* PROBLEM TO SOLVE
Copy every record below exactly, leaving out any pictures.

* MATERIAL FOR THIS TASK
§ §
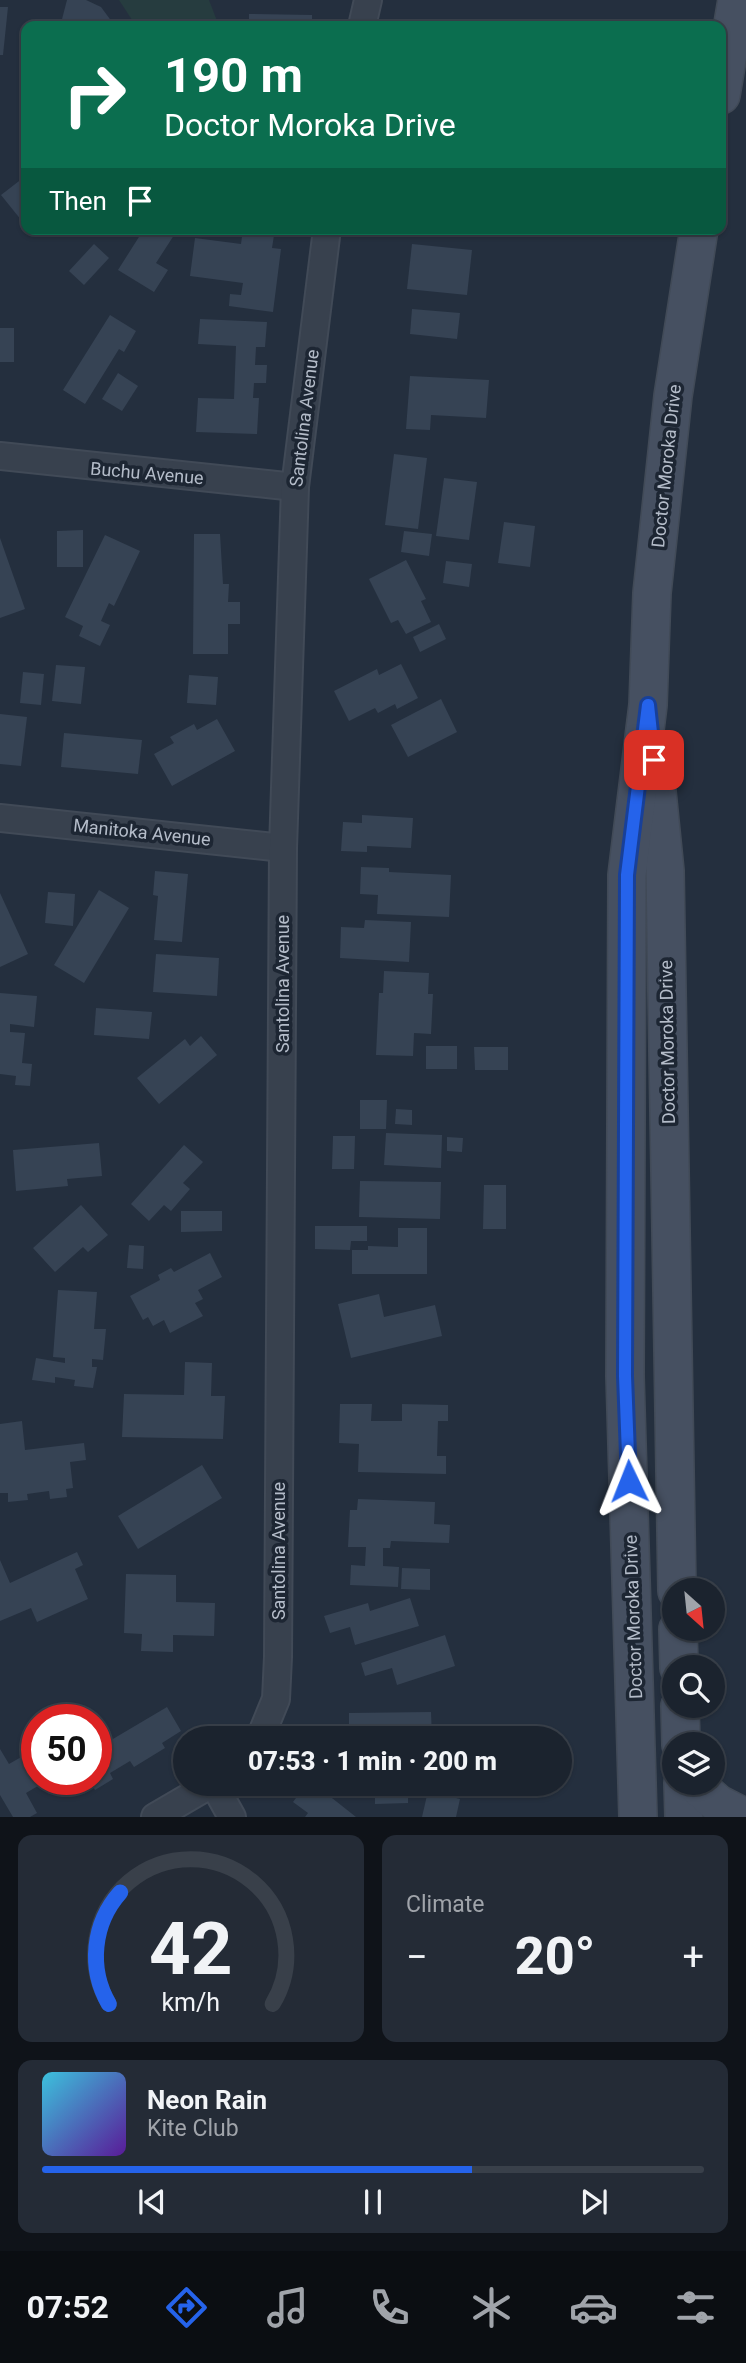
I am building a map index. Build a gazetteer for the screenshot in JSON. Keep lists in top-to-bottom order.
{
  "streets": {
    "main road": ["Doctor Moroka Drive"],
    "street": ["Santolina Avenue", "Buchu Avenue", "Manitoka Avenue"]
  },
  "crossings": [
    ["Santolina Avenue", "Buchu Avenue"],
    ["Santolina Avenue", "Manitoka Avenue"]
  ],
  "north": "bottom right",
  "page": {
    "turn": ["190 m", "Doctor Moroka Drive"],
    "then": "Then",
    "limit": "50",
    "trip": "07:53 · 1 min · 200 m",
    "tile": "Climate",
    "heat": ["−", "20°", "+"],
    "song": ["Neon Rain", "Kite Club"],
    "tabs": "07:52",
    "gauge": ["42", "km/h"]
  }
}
§ §
* RESULT OF THIS EXERCISE
I am building a map index. Build a gazetteer for the screenshot in JSON. Keep lists in top-to-bottom order.
{
  "streets": {
    "main road": ["Doctor Moroka Drive"],
    "street": ["Santolina Avenue", "Buchu Avenue", "Manitoka Avenue"]
  },
  "crossings": [
    ["Santolina Avenue", "Buchu Avenue"],
    ["Santolina Avenue", "Manitoka Avenue"]
  ],
  "north": "bottom right",
  "page": {
    "turn": ["190 m", "Doctor Moroka Drive"],
    "then": "Then",
    "limit": "50",
    "trip": "07:53 · 1 min · 200 m",
    "tile": "Climate",
    "heat": ["−", "20°", "+"],
    "song": ["Neon Rain", "Kite Club"],
    "tabs": "07:52",
    "gauge": ["42", "km/h"]
  }
}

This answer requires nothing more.